A circular loop carrying a current I has a dipole moment of $\mu$ and a magnetic field of $B_1$ at its center. The magnetic field at the loop's center is $B_2$ when the dipole moment is doubled while maintaining the current constant. The $\frac{B_1}{B_2}$ ratio is

• A. $\surd 2$
• B. $\frac{1}{\sqrt{2}}$
• C. $2$
• D. $\sqrt{3}$

Answer 1

The correct option is A

$\surd 2$

Step 1: Given Data:

Current in the loop = $I$

Magnetic field at center = $B_1$

Magnetic field at center when dipole moment is doubled = $B_2$

Step 2: Formula used:

DIpole moment for $n$ turns of the wire loop $\left(\mathrm{\mu }\right)$$=niA$

Where $n$is number of turns, $i$ is the current, $A$is surface area

The magnetic field at the center of the loop $\left(\mathrm{B}\right)$ $B=\frac{{\mathrm{\mu }}_{\mathrm{o}}\mathrm{i}}{2R}$.
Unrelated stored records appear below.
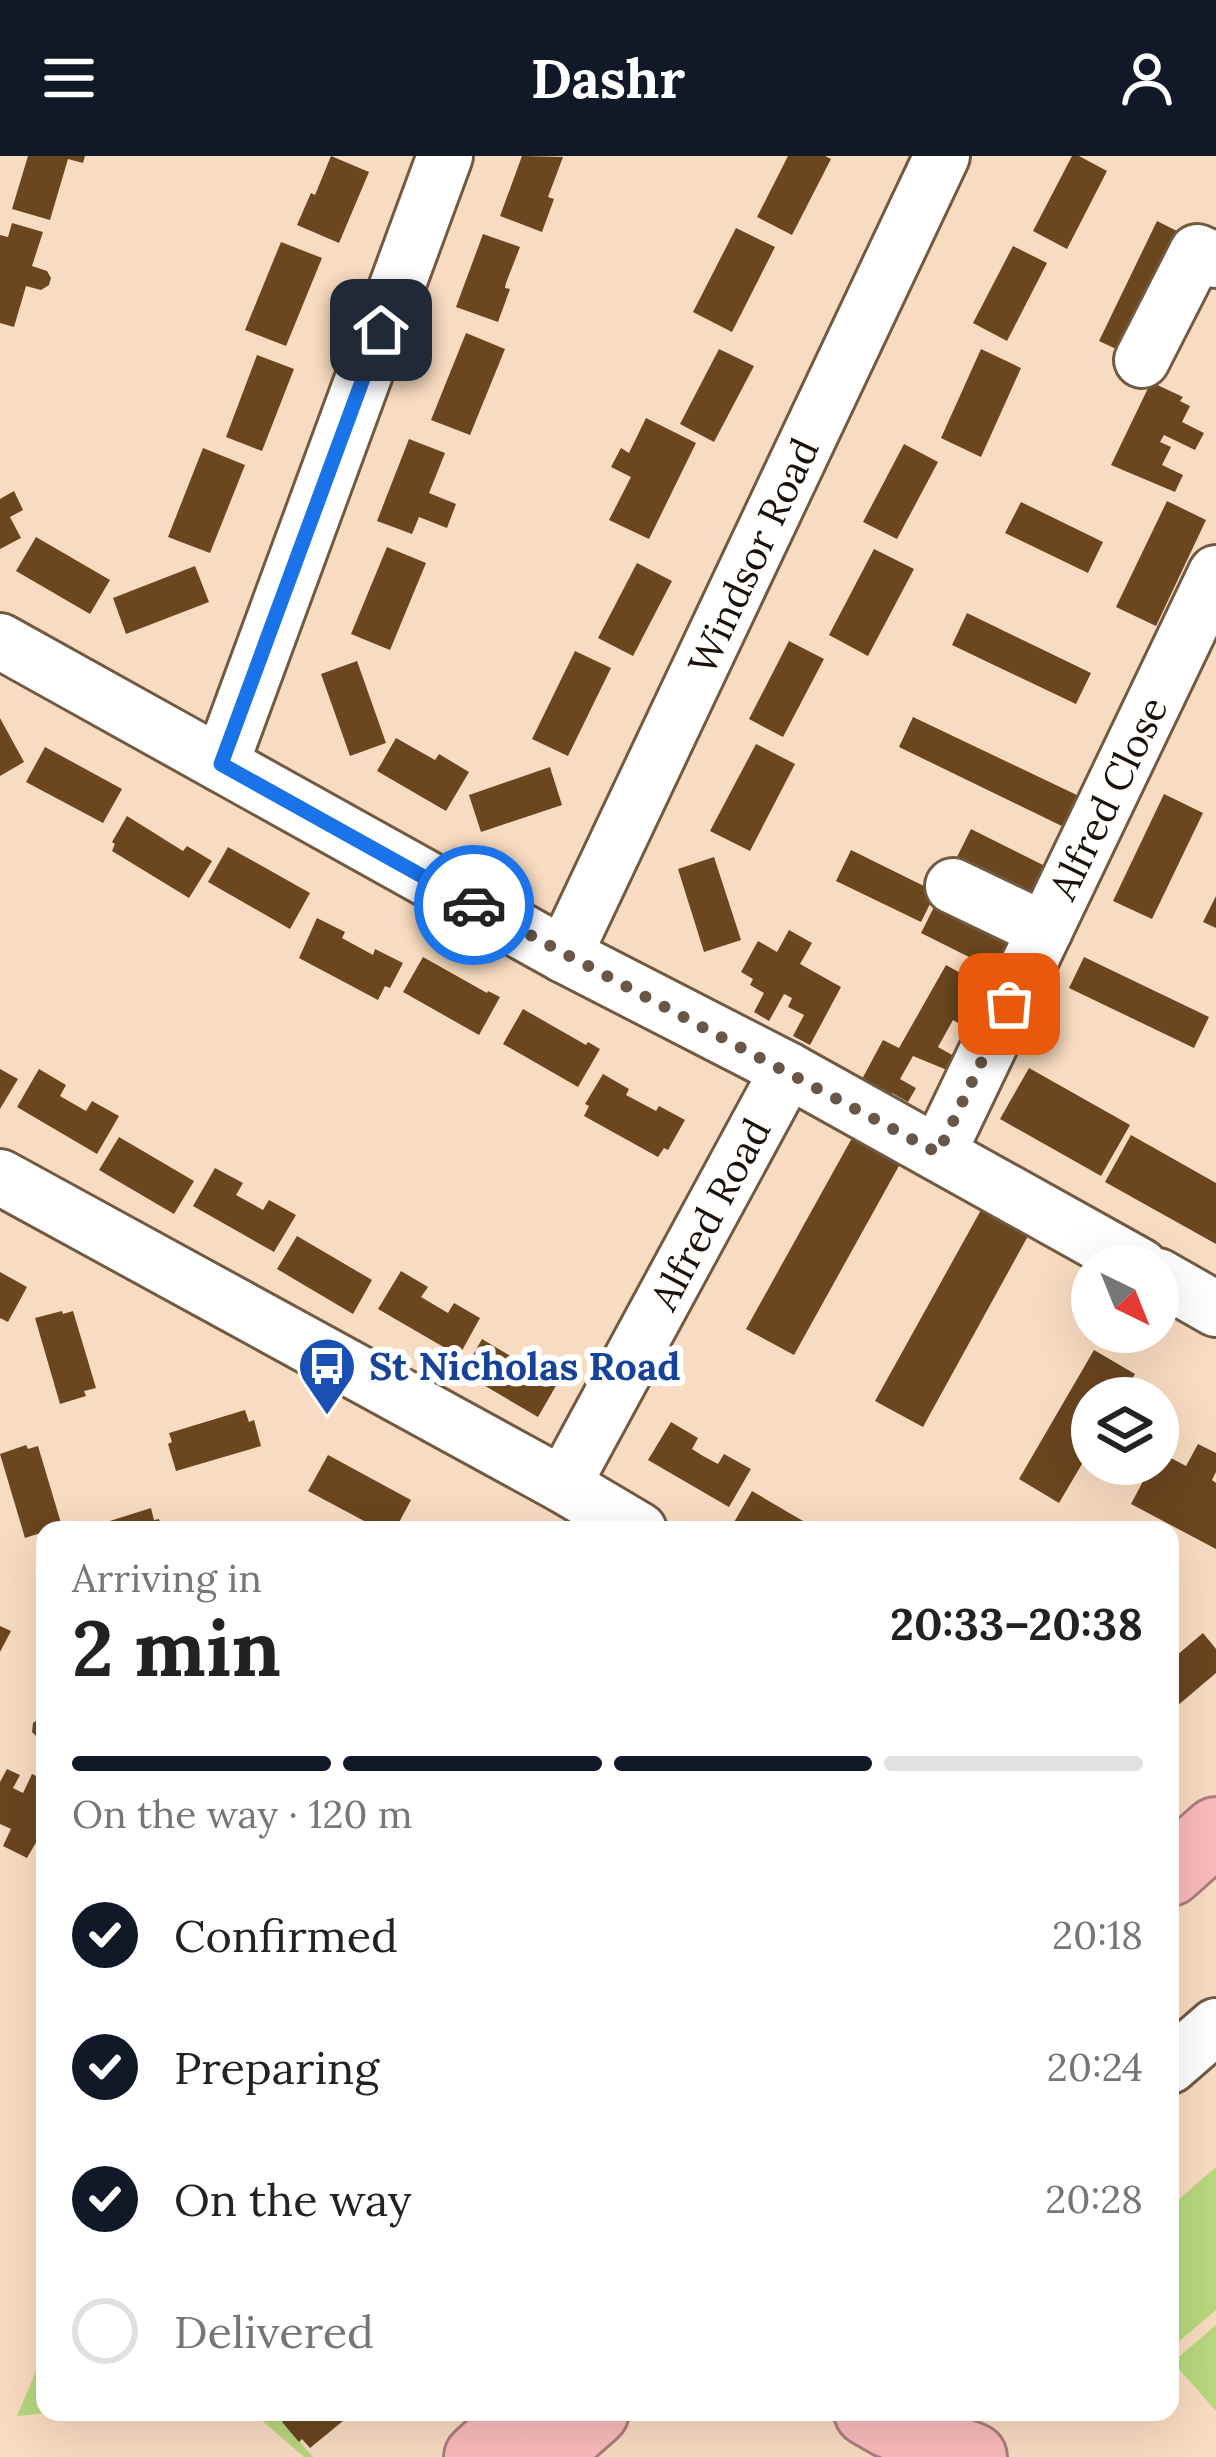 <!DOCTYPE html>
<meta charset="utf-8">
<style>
:root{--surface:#fff;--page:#f6f6f6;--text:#222;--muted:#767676;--line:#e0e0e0;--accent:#111827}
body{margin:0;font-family:Lora,serif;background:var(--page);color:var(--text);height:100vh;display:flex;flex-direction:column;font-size:45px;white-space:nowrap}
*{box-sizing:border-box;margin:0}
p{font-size:39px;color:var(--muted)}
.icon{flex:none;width:66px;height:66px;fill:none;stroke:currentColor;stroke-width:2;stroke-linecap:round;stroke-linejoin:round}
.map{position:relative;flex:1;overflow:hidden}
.side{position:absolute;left:36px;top:1365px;width:1143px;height:900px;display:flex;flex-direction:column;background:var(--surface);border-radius:24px;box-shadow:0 12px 48px #0002}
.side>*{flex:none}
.needle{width:78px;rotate:137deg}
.controls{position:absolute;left:1071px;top:1089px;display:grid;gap:24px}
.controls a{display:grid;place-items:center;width:108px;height:108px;border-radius:50%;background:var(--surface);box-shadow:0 12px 48px #0002;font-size:60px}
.pin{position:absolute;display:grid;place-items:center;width:102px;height:102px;color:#fff;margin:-51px;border-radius:24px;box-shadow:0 6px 18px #0006}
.courier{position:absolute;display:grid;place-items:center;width:120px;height:120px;margin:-60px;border:9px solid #1a73e8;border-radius:50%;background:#fff;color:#222;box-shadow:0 3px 15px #0007}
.headline em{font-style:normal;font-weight:800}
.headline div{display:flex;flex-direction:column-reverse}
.headline{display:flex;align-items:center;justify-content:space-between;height:204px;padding:0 36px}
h1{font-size:78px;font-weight:800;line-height:90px}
.bar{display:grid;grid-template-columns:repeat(4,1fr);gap:18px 12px;align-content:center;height:144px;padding:0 36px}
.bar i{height:15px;border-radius:9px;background:var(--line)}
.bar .on{background:var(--accent)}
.bar p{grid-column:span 4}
ol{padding:0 36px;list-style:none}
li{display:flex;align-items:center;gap:36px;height:132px}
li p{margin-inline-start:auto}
li .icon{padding:12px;border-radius:50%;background:var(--accent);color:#fff;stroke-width:4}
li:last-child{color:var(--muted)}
li i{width:66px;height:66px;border:6px solid var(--line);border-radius:50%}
header{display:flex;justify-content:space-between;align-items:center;height:156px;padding:0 36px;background:var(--accent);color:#fff;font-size:54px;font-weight:800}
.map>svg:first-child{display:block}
</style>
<header><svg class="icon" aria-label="menu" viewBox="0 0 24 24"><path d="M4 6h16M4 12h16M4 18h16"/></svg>Dashr<svg class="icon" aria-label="person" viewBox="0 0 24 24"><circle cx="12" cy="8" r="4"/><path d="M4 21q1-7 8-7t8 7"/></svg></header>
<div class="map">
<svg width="1216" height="2301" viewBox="0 0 1216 2301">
<rect width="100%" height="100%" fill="#f8dcc1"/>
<g fill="#b8d77d">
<path d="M1216 2011V2154L1170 2193V2051Z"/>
<path d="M1216 2169V2255L1173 2206Z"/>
<path d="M45 2194V2256H57L17 2260Z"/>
<path d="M252 2256H274L313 2301H304Z"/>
</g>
<g fill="#6b461f">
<path d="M28 0H85L83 7 68 3 50 64 12 53Z"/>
<path d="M331 0 369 16 339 87 297 69 311 37 315 39Z"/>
<path d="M522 0 563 1 548 41 554 43 542 76 500 60Z"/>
<path d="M788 0H825L831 3 792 79 757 61Z"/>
<path d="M1072 0H1079L1107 15 1067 93 1033 75Z"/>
<path d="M1157 65 1187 80 1129 199 1099 185Z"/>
<path d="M12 67 43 76 32 110 47 115 51 122 49 129 41 134 26 130 14 171 0 167V79L8 81Z"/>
<path d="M736 72 775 91 732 176 693 156Z"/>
<path d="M483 78 520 91 506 127 505 132 510 133 498 166 456 151Z"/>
<path d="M281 86 322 102 286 190 245 174Z"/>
<path d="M1013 90 1047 107 1007 185 973 167Z"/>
<path d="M466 177 505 193 470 279 431 264Z"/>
<path d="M719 193 754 210 714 286 680 268Z"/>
<path d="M981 193 1021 212 981 301 941 282Z"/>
<path d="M257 199 294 213 262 295 226 281Z"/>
<path d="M1151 226 1183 241 1180 245 1190 250 1182 266 1204 277 1195 294 1164 279 1160 286 1171 291 1162 309 1183 319 1175 336 1111 309Z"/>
<path d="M646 262 696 287 649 383 609 364 631 321 611 311 621 292 629 297Z"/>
<path d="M409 283 445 297 429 337 456 348 447 372 419 361 412 378 377 365Z"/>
<path d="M904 288 938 306 897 383 863 366Z"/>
<path d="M203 292 245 309 210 397 168 381Z"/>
<path d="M14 335 23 354 10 361 21 382 0 393V343Z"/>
<path d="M1167 345 1206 364 1156 470 1116 451Z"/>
<path d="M1021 346 1103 386 1088 417 1005 377Z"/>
<path d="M36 381 110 424 90 458 16 415Z"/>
<path d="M387 391 426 407 390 494 351 478Z"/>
<path d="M874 393 914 413 868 500 829 479Z"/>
<path d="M637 407 672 425 633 500 598 482Z"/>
<path d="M195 410 209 446 126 478 113 442Z"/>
<path d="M967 457 1091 517 1076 548 952 489Z"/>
<path d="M789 485 824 503 783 581 749 563Z"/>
<path d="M575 495 611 512 568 600 532 583Z"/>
<path d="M357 505 386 587 350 600 321 518Z"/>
<path d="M913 561 1081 641 1066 672 899 591Z"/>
<path d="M0 562 24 606 0 620Z"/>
<path d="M396 582 435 604 439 598 469 616 446 655 377 615Z"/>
<path d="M756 588 795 608 750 695 710 675Z"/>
<path d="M45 591 122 633 103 667 26 626Z"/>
<path d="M550 611 562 649 481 676 469 639Z"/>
<path d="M1164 638 1203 657 1152 763 1113 745Z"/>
<path d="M127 660 183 695 187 690 212 705 189 742 112 695 115 688 112 686Z"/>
<path d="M971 673 1049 712 1035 742 956 703Z"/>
<path d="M228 691 310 737 290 773 208 726Z"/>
<path d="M851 694 936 736 921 766 836 725Z"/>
<path d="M714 701 741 784 704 796 678 713Z"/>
<path d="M1216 740V772L1203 766Z"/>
<path d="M936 747 1014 786 999 816 921 777Z"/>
<path d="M317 762 345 776 342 782 373 799 375 793 403 807 390 832 385 830 378 844 299 802Z"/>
<path d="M789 774 812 787 800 808 841 831 810 889 793 880 804 859 788 851 792 842 784 838 769 865 754 856 764 837 750 829 753 823 741 816 758 785 777 796Z"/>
<path d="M423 801 487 837 488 835 500 841 479 879 403 836Z"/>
<path d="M1084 801 1209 861 1194 892 1069 832Z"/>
<path d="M946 809 975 825 961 850 977 858 969 873 953 864 938 891 954 900 947 914 913 900 900 923 916 932 908 946 892 937 890 941 861 925 883 884 899 892Z"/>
<path d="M523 853 586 889 588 886 600 893 578 931 503 888Z"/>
<path d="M1029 912 1130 969 1101 1020 1000 963Z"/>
<path d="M0 913 18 923 0 953Z"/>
<path d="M39 913 66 929 60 940 72 947 86 955 92 945 119 960 97 998 17 951Z"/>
<path d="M603 918 629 933 626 939 656 955 659 950 685 964 668 994 664 992 658 1001 584 960 589 950 585 948Z"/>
<path d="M1131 979 1216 1027V1088L1105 1026Z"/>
<path d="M119 981 194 1025 174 1058 99 1014Z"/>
<path d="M852 982 900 1008 794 1199 746 1173Z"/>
<path d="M215 1012 243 1027 236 1039 263 1054 269 1044 296 1059 274 1096 193 1050Z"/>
<path d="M981 1054 1028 1080 923 1271 875 1245Z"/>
<path d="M297 1080 372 1124 353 1158 277 1113Z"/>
<path d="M401 1115 428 1131 421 1141 448 1157 454 1147 480 1162 459 1200 378 1153Z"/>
<path d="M0 1116 27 1131 8 1166 0 1162Z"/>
<path d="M62 1155 63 1158 73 1155 96 1232 84 1235 86 1240 60 1248 35 1162Z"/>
<path d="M482 1183 557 1228 538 1261 463 1217Z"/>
<path d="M1094 1194 1135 1218 1121 1242H1092V1291L1059 1347 1019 1323Z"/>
<path d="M245 1254 249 1266 254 1264 261 1290 176 1315 168 1288 172 1286 169 1277Z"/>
<path d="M671 1266 698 1282 692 1293 703 1300 718 1308 724 1298 751 1313 729 1351 648 1304Z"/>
<path d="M1198 1288 1216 1297V1316L1212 1324 1216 1327V1393L1131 1348 1152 1308H1158V1295L1186 1310Z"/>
<path d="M26 1289 28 1293 38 1290 61 1367 49 1370 50 1374 25 1382 0 1298Z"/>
<path d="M328 1299 411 1344 395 1374H381L308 1335Z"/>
<path d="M752 1335 791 1358 819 1374H743L733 1368Z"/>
<path d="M151 1352 154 1364 159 1363 162 1374H81Z"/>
<path d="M0 1470 11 1475 0 1496Z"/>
<path d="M1203 1477 1216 1493V1517L1170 1556V1505Z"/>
<path d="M45 1559V1589L32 1576 33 1567Z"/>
<path d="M7 1613 20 1619 13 1632 23 1637 32 1618 45 1624V1671L27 1702 3 1690 11 1673 0 1668V1626Z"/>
<path d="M294 2256H354L310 2292 302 2283 299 2286 282 2266Z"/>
</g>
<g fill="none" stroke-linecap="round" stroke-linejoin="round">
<g stroke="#715a42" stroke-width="60">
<g id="minor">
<path d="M1142 204 1197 96 1216 104"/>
<path d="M0 485 564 799 788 914 1140 1110"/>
<path d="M221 608 445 0"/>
<path d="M953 730 1045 774"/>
<path d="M564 799 942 0"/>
<path d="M938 997 1216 417"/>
<path d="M0 1021 563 1329 639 1374"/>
<path d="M1158 1120 1216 1153"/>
<path d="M563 1329 788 914"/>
<path d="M1170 1910 1216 1870"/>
</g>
</g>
<g stroke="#ac7e7c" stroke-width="72">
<g id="highway">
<path d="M1170 1716 1216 1675"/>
<path d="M868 2256 889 2268 973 2301"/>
<path d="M478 2301 527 2256"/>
<path d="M544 2301 595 2256"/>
</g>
</g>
<use href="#minor" stroke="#fff" stroke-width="54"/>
<use href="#highway" stroke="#fababb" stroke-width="66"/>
</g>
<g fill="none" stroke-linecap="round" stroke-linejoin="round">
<path stroke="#685748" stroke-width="12" stroke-dasharray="0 21.6" d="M474 749 938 997 1009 848"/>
<path stroke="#1a73e8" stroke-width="15" d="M381 174 221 608 474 749"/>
</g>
<defs>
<g id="bus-pin" transform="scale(3)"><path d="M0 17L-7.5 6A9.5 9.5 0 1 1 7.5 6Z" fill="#1a4fb4" stroke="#fff"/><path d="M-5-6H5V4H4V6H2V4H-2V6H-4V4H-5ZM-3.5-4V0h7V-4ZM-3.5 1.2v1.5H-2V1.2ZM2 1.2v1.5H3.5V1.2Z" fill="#fff"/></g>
</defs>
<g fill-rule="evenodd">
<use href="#bus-pin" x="327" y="1210"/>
</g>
<g text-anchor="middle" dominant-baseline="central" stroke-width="12" stroke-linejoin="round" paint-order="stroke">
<g font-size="39" fill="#1a1007" stroke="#fff">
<text transform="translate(753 400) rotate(-65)">Windsor Road</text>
<text transform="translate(1108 642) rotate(-64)">Alfred Close</text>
<text transform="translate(710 1058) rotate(-62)">Alfred Road</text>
</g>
<g font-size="39" font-weight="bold" fill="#164399" stroke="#fff" text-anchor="start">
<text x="369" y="1210">St Nicholas Road</text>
</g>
</g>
</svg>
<div class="controls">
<a><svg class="needle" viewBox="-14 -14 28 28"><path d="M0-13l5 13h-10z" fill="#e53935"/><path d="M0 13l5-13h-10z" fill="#767676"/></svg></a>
<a><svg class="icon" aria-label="layers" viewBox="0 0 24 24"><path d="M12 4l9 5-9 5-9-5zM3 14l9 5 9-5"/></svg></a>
</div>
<div class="pin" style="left:1009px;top:848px;background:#ea580c"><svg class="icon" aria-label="bag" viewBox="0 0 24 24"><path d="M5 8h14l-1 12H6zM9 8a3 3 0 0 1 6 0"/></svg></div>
<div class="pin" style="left:381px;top:174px;background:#1f2937"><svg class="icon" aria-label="home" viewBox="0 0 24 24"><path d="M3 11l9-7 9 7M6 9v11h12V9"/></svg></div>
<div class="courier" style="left:474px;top:749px"><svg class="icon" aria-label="car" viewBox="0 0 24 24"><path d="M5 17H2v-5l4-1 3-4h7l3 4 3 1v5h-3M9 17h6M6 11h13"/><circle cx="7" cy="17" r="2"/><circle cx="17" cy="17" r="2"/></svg></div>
<section class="side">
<div class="headline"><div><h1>2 min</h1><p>Arriving in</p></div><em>20:33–20:38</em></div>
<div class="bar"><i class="on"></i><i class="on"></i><i class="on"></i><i></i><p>On the way · 120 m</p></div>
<ol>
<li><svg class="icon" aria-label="check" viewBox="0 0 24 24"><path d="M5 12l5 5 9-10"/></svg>Confirmed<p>20:18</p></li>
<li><svg class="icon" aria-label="check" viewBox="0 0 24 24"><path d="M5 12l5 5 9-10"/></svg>Preparing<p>20:24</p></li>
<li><svg class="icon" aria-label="check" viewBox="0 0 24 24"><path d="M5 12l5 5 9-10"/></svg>On the way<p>20:28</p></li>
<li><i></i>Delivered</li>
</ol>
</section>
</div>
Step 3: Calculating the new radius

The dipole moment at center can be calculated as-

${\mu }_1=i\times \left(\pi R^2\right)$

When the dipole moment is doubled suppose new dipole moment is-

${\mu }_2=2{\mu }_1$

keeping current constant.

Let the new radius is $R\text{'}$then-

$$\begin{gathered} i\times \left(\pi R{\text{'}}^2\right)=2\times i\times \left(\pi R^2\right) \\ R\text{'}=\sqrt{2}R \end{gathered}$$

Thus, If dipole moment is doubled and keeping current constant ,$\mathrm{R}\text{'}$ becomes-

$\mathrm{R}\text{'}=\sqrt{2}R$

Step 4: Calculating the ratio

The magnetic field at the center of the loop -

Using formula,

$B_1=\frac{\mu i}{2R}$…………(1)

The magnetic field $B_2$ will be--

$$\begin{gathered} B_2=\frac{\mu I}{2\left(\sqrt{2}\right)R} \\ {B}_2=\frac{B_1}{\sqrt{2}} \end{gathered}$$From equation (1)

or we can calculate the ratio as-

$\frac{{\mathrm{B}}_1}{{\mathrm{B}}_2}=\frac{{\mathrm{R}}_2}{{\mathrm{R}}_1}=\frac{R\text{'}}{R}=\sqrt{2}$.

Hence option A is the correct answer.